Problem statement: Scan the material for the word "serif", then return every line where it appears.

..............................

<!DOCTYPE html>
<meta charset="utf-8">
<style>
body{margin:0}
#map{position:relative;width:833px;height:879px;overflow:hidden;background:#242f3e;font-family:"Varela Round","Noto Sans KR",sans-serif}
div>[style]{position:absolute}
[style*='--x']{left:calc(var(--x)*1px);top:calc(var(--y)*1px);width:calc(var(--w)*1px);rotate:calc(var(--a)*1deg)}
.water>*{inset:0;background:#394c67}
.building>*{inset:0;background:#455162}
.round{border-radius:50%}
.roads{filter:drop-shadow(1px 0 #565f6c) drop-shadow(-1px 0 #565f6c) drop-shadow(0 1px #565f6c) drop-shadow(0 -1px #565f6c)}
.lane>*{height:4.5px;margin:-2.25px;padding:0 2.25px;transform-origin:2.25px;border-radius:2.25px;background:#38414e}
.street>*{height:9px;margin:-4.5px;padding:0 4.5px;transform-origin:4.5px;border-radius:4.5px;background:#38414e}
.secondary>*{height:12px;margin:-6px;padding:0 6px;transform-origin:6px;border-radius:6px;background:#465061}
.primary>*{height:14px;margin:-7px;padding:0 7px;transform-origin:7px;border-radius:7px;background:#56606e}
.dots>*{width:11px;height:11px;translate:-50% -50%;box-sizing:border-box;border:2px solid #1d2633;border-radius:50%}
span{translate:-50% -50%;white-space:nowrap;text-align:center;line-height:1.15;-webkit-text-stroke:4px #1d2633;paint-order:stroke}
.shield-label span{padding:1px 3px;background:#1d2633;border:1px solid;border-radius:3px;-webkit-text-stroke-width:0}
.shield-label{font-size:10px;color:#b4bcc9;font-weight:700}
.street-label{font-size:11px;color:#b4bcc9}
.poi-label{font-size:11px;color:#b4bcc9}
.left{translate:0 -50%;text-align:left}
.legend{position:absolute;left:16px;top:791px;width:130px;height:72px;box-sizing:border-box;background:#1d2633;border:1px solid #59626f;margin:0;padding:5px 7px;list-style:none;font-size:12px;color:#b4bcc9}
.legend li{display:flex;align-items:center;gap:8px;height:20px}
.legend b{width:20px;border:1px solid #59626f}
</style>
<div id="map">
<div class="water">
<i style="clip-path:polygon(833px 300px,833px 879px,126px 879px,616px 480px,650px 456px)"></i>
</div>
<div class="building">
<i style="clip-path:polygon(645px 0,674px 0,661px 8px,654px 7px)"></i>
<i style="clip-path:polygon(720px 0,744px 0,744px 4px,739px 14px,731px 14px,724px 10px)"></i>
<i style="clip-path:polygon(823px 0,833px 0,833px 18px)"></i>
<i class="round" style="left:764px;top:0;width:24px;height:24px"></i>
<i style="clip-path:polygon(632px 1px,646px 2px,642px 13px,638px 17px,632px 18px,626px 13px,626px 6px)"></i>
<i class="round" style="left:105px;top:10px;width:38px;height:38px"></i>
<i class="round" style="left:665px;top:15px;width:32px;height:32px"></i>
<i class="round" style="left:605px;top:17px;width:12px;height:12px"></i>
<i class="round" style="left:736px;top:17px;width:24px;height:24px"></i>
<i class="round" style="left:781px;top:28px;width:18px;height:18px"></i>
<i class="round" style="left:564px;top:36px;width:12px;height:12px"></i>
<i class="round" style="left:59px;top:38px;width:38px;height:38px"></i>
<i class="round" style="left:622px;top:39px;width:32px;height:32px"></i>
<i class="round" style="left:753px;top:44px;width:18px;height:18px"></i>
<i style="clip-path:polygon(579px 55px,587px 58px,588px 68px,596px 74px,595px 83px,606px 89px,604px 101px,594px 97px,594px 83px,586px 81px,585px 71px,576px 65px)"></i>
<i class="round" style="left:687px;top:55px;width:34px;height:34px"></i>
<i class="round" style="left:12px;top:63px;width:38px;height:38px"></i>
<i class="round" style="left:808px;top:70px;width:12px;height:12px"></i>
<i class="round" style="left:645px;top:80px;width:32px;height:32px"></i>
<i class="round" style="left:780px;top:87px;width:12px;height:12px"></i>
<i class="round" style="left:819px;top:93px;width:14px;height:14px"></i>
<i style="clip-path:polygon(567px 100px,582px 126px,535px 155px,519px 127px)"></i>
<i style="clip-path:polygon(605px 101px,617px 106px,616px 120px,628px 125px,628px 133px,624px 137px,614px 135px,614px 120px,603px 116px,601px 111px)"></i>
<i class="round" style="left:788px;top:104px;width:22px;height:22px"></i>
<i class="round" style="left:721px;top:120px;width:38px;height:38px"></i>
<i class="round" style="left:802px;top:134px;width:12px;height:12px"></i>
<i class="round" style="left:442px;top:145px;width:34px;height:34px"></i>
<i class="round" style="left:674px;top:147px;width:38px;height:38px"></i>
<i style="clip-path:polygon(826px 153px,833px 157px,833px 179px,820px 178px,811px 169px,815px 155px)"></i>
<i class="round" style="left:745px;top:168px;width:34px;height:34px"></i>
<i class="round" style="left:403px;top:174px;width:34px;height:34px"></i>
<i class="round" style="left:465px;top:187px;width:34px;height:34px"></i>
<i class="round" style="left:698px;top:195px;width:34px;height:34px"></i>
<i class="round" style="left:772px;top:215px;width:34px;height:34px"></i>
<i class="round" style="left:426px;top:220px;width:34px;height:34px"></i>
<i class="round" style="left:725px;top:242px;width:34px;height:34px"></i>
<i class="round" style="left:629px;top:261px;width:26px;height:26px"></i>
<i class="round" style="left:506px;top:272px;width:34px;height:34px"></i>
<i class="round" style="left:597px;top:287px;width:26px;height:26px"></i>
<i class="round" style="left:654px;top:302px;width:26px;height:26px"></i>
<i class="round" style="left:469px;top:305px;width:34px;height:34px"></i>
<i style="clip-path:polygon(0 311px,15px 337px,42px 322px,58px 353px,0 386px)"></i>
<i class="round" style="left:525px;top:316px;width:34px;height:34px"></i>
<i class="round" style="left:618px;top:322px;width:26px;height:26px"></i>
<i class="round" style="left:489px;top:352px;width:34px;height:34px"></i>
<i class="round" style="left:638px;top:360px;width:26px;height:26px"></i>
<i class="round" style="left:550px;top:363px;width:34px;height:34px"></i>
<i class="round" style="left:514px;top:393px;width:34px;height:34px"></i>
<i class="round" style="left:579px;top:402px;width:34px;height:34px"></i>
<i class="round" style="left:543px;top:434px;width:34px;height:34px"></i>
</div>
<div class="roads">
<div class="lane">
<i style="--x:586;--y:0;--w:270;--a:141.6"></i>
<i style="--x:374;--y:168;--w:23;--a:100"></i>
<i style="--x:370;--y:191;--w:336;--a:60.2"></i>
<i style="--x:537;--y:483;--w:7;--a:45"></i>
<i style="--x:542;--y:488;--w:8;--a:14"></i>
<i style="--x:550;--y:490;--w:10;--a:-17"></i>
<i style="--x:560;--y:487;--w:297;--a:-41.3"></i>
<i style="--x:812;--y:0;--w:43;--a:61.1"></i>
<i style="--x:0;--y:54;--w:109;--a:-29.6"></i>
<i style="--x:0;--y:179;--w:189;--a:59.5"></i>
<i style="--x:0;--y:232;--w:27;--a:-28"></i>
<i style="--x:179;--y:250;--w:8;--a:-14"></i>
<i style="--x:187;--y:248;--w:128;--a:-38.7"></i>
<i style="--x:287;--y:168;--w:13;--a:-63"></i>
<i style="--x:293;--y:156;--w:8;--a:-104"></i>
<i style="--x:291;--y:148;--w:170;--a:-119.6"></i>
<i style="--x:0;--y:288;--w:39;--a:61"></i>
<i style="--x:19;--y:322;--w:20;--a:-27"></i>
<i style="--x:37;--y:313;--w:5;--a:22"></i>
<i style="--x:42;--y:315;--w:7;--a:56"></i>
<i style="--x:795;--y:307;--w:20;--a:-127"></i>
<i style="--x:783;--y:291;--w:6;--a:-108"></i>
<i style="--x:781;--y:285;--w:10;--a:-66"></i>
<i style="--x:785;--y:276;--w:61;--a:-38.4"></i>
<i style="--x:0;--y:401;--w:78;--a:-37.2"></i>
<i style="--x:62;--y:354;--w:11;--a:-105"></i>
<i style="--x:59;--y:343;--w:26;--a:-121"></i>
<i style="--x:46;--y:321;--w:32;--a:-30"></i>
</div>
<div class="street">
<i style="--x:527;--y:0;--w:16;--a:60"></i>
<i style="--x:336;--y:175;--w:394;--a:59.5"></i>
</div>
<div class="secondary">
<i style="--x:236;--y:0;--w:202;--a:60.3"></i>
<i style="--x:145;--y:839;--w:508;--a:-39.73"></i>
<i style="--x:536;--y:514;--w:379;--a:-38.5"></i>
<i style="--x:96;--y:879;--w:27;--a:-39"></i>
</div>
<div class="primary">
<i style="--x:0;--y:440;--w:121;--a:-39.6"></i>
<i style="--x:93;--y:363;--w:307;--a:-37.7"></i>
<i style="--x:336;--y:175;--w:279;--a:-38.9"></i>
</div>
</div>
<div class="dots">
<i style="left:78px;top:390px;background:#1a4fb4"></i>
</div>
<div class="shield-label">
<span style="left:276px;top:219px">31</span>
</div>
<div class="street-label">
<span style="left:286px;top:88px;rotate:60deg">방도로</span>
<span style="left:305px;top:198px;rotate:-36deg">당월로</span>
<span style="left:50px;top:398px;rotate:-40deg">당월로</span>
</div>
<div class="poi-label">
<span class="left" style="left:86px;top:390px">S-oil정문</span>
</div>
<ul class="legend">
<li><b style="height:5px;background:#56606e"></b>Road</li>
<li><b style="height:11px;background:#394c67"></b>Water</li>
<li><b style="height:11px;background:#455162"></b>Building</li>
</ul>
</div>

..............................

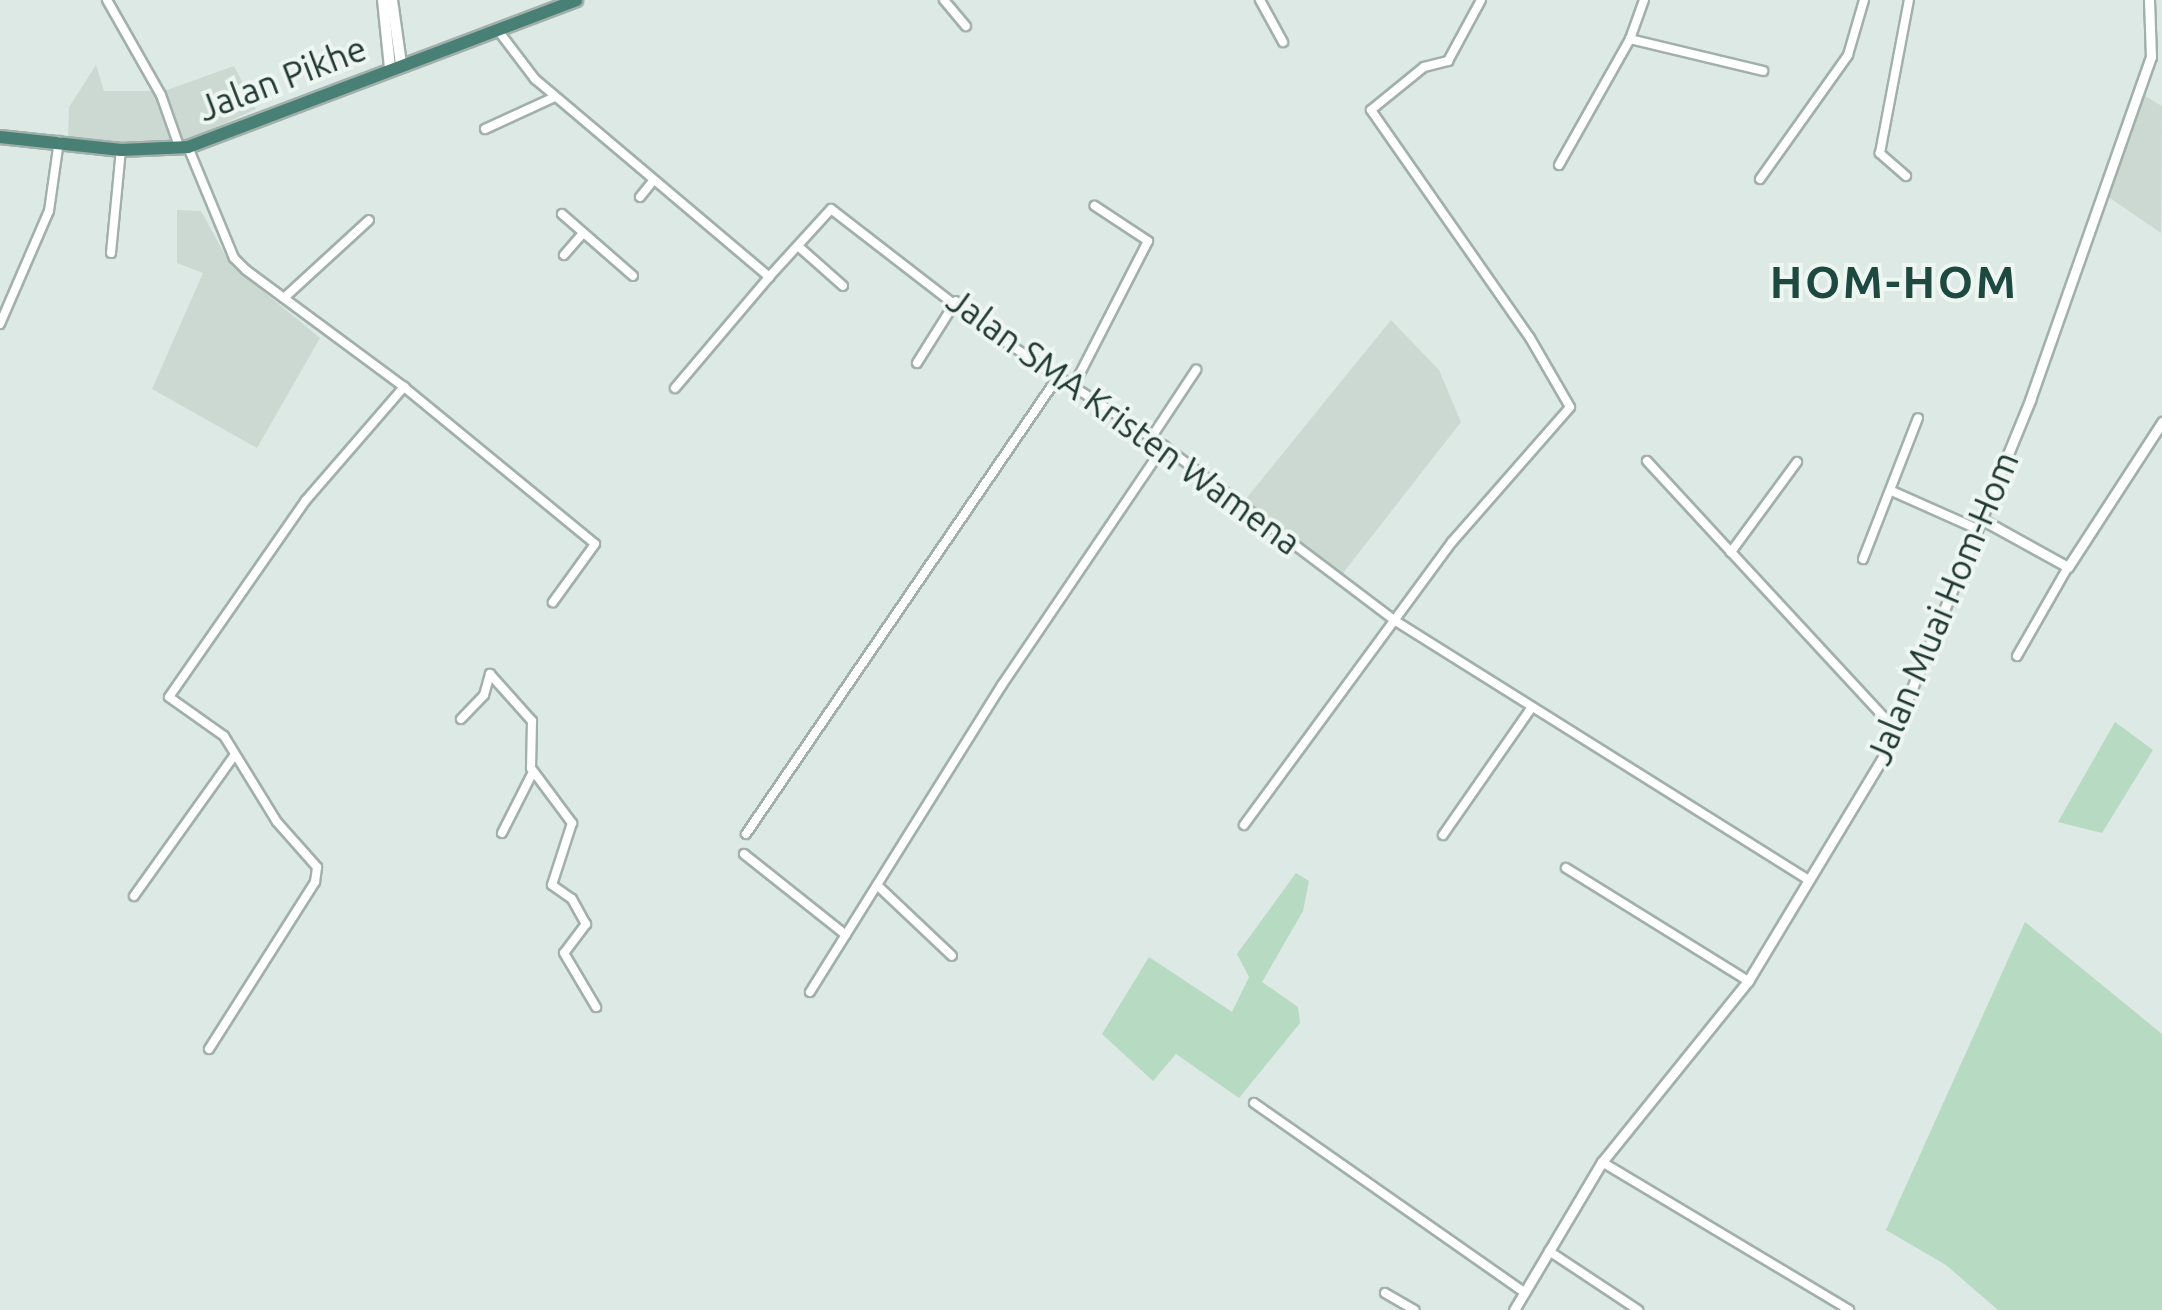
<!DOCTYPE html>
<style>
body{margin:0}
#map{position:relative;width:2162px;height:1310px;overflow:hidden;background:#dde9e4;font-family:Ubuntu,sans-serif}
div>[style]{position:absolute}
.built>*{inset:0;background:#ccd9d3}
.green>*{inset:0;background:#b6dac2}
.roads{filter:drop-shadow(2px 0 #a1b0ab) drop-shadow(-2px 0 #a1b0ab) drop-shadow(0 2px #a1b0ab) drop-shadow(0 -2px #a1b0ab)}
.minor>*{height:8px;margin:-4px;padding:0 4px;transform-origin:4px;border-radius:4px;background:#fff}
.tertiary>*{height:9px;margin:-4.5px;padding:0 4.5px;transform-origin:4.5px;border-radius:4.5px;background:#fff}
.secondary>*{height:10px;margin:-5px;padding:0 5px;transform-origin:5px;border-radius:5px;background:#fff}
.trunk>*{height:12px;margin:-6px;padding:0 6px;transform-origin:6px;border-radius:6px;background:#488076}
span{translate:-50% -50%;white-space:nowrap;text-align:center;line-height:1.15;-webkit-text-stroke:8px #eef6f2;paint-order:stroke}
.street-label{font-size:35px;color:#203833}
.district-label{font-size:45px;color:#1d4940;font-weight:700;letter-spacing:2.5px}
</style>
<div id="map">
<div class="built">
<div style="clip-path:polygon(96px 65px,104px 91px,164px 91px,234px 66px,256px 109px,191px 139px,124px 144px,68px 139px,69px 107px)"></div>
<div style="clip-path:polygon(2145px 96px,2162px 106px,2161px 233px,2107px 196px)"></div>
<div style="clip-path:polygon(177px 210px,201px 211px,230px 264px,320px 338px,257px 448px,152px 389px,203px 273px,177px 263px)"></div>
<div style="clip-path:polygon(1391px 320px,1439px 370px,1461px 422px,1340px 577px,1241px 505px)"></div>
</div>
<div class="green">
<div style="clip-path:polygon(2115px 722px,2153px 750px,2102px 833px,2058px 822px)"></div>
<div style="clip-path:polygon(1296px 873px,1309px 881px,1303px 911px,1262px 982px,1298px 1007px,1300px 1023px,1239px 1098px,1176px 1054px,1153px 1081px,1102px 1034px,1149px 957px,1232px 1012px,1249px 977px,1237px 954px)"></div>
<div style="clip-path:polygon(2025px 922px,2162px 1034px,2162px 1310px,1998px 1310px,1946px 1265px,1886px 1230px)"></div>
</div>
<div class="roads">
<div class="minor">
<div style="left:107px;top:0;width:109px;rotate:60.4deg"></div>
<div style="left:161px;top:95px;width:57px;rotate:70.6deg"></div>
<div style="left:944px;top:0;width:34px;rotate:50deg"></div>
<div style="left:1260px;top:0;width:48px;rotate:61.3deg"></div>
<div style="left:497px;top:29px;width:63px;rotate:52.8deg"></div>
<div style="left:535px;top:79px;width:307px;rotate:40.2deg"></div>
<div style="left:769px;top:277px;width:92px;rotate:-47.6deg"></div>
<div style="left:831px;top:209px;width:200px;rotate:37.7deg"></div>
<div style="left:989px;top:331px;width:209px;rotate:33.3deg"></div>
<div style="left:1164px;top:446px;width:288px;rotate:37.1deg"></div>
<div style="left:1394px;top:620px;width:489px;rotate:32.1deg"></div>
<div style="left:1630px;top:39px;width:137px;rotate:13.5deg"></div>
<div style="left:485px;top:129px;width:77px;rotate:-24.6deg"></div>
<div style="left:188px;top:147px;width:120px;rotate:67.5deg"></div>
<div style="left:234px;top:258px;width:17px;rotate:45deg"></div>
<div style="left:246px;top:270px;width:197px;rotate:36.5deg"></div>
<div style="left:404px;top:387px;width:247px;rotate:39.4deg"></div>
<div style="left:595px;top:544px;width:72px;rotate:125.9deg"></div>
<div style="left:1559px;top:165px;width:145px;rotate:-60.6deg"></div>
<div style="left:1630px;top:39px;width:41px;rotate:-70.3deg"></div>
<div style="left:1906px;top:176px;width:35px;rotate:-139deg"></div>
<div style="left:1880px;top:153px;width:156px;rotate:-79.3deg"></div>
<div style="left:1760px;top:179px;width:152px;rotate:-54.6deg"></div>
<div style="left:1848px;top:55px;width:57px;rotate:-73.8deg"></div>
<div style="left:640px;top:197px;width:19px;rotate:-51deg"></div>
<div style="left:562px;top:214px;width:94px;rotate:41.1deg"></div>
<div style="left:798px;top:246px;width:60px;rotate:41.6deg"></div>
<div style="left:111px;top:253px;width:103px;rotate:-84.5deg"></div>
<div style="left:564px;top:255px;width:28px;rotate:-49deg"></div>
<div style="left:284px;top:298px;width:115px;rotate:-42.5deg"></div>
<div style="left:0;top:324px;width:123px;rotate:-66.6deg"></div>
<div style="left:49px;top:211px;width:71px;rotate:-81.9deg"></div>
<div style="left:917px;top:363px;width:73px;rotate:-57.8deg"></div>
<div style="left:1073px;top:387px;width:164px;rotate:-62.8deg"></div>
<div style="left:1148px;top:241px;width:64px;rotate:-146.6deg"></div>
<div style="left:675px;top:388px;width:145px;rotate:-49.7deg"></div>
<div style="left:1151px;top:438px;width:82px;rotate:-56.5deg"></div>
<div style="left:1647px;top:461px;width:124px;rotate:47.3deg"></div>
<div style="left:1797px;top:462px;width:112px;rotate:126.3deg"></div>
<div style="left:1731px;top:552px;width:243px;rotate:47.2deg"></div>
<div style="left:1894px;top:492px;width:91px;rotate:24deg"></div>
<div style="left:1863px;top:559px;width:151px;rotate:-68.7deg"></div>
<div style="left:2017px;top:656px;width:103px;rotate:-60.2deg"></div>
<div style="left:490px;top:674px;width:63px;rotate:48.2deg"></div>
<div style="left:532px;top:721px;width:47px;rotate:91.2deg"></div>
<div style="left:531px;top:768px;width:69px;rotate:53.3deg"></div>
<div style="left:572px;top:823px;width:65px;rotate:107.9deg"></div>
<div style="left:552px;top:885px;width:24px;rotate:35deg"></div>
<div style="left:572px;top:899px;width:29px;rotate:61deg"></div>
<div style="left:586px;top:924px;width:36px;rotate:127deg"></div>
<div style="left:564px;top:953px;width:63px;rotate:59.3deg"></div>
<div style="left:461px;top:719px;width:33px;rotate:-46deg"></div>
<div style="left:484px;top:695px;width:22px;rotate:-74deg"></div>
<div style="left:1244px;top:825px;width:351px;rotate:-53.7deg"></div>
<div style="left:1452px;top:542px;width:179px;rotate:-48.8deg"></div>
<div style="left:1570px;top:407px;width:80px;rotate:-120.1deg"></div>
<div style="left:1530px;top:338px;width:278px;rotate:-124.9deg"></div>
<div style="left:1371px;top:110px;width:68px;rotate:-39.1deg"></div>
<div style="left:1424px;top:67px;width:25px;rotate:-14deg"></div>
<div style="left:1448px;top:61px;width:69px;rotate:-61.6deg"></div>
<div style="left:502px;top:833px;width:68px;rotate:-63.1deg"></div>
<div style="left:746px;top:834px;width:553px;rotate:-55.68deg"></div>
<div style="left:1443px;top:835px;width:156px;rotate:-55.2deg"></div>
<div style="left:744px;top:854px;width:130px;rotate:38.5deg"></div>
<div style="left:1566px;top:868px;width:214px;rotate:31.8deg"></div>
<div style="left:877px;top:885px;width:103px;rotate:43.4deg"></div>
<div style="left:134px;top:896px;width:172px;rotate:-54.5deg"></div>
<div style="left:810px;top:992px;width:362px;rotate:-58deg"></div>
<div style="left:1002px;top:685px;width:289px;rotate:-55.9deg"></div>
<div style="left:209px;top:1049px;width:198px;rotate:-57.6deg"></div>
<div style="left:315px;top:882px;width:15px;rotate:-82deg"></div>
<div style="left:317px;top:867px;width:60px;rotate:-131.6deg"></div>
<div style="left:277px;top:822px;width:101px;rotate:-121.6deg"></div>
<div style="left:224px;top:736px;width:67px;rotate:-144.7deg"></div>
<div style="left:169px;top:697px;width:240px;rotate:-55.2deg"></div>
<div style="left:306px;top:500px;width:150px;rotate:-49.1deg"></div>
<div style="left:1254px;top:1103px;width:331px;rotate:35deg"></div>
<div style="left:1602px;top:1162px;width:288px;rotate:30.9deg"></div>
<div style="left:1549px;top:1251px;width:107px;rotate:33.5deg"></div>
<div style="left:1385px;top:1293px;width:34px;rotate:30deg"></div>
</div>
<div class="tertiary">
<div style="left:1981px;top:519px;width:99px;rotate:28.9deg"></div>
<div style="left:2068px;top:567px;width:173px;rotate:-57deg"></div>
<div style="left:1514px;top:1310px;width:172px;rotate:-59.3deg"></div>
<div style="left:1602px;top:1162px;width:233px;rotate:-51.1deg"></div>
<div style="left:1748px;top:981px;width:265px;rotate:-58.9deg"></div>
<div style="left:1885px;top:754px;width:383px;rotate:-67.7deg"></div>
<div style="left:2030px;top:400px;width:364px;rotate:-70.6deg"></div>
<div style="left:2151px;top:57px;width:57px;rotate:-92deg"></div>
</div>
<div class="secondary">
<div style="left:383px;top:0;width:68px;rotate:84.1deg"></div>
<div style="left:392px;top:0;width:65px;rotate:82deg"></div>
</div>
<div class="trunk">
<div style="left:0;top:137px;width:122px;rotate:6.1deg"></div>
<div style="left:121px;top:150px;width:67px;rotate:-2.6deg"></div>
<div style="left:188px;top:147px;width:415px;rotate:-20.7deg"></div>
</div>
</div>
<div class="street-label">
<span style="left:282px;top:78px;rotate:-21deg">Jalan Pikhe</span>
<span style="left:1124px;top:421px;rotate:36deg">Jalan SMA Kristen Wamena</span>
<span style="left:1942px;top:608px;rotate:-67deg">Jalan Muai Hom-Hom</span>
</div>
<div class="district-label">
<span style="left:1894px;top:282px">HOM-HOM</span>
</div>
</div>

..............................

Problem solution:
#map{position:relative;width:833px;height:879px;overflow:hidden;background:#242f3e;font-family:"Varela Round","Noto Sans KR",sans-serif}
#map{position:relative;width:2162px;height:1310px;overflow:hidden;background:#dde9e4;font-family:Ubuntu,sans-serif}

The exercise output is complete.